Probability Density

10. Probability Density#

We have used the normal curve as a mathematical function that approximates many discrete probability histograms. In the process, we have treated it very much like a discrete probability histogram, with areas under the curve representing probabilities.

In fact, we can view the normal curve as a probability distribution in its own right, not just as an approximation to discrete distributions. This chapter formalizes what that means.

Discrete random variables have a finite number of possible values, or an infinite sequence of values indexed by \(1, 2, 3, \ldots \). The probabilities in a discrete distribution are like masses attached to each possible value, which is why a discrete distribution is sometimes called a probability mass function (pmf) as you have seen in the stats module of SciPy.

Other random variables have an interval of possible values, such as the unit interval \((0, 1)\) or the whole number line, and probabilities that are smeared over the entire interval instead of being distributed in discrete lumps. For example, a random variable \(Z\) has the standard normal distribution if its possible values are the entire number line and its probabilities are distributed according to the standard normal curve \(\phi\).

This chapter makes this idea precise and shows how to work with such random variables. They are widely used for modeling variables such as time, distance, “noise” or errors, and so on, and are thus of great importance in data science.

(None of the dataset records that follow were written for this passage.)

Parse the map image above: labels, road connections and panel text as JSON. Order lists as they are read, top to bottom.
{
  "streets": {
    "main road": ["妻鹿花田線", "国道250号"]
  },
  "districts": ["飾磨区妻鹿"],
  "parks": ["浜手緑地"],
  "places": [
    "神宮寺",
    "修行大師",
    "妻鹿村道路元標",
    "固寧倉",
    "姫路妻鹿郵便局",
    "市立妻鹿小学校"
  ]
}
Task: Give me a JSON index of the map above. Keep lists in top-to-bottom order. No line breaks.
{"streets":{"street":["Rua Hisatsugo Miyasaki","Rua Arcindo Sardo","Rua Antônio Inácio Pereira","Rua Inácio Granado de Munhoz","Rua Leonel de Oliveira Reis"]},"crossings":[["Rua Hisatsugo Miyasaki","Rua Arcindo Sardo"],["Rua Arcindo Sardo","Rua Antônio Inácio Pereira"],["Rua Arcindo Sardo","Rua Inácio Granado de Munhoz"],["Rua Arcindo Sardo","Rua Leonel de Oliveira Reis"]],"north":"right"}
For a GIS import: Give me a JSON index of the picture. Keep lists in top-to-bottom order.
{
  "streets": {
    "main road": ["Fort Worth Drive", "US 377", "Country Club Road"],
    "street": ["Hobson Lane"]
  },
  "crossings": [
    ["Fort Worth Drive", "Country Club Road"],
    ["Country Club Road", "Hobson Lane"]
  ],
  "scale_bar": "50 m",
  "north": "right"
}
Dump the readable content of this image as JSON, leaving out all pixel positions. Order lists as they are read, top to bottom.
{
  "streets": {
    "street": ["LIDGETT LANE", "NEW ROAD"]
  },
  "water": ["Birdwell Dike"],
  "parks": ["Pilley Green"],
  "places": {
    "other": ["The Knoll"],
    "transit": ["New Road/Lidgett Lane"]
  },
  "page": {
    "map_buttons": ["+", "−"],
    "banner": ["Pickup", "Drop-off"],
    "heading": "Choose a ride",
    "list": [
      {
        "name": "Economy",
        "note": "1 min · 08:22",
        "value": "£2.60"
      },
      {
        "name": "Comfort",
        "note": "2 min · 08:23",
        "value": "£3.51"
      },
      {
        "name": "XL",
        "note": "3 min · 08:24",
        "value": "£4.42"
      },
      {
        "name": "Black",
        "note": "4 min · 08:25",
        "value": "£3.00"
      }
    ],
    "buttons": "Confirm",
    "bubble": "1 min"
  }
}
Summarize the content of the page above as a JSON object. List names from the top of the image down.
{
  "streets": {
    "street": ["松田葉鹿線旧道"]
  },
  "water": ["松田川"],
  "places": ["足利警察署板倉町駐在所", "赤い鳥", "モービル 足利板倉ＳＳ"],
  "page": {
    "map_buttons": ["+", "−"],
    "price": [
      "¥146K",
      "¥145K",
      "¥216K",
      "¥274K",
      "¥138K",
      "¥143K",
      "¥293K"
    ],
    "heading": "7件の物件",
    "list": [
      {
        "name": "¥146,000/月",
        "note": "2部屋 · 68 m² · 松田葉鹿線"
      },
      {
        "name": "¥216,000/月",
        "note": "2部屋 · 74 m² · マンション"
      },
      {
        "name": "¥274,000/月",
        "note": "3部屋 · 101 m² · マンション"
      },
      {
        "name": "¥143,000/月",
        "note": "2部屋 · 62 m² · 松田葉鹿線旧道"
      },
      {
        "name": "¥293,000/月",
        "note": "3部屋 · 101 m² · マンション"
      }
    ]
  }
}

The probability distribution of such a random variable can be represented by a curve instead of a discrete histogram with bars. The curve is called a probability density function. We will start the chapter by examining what density means in this context, and then develop ways of calculating the expectation and variance of a random variable that has a density function. The calculations are parallel to those in the discrete case, except that we will use integrals instead of sums.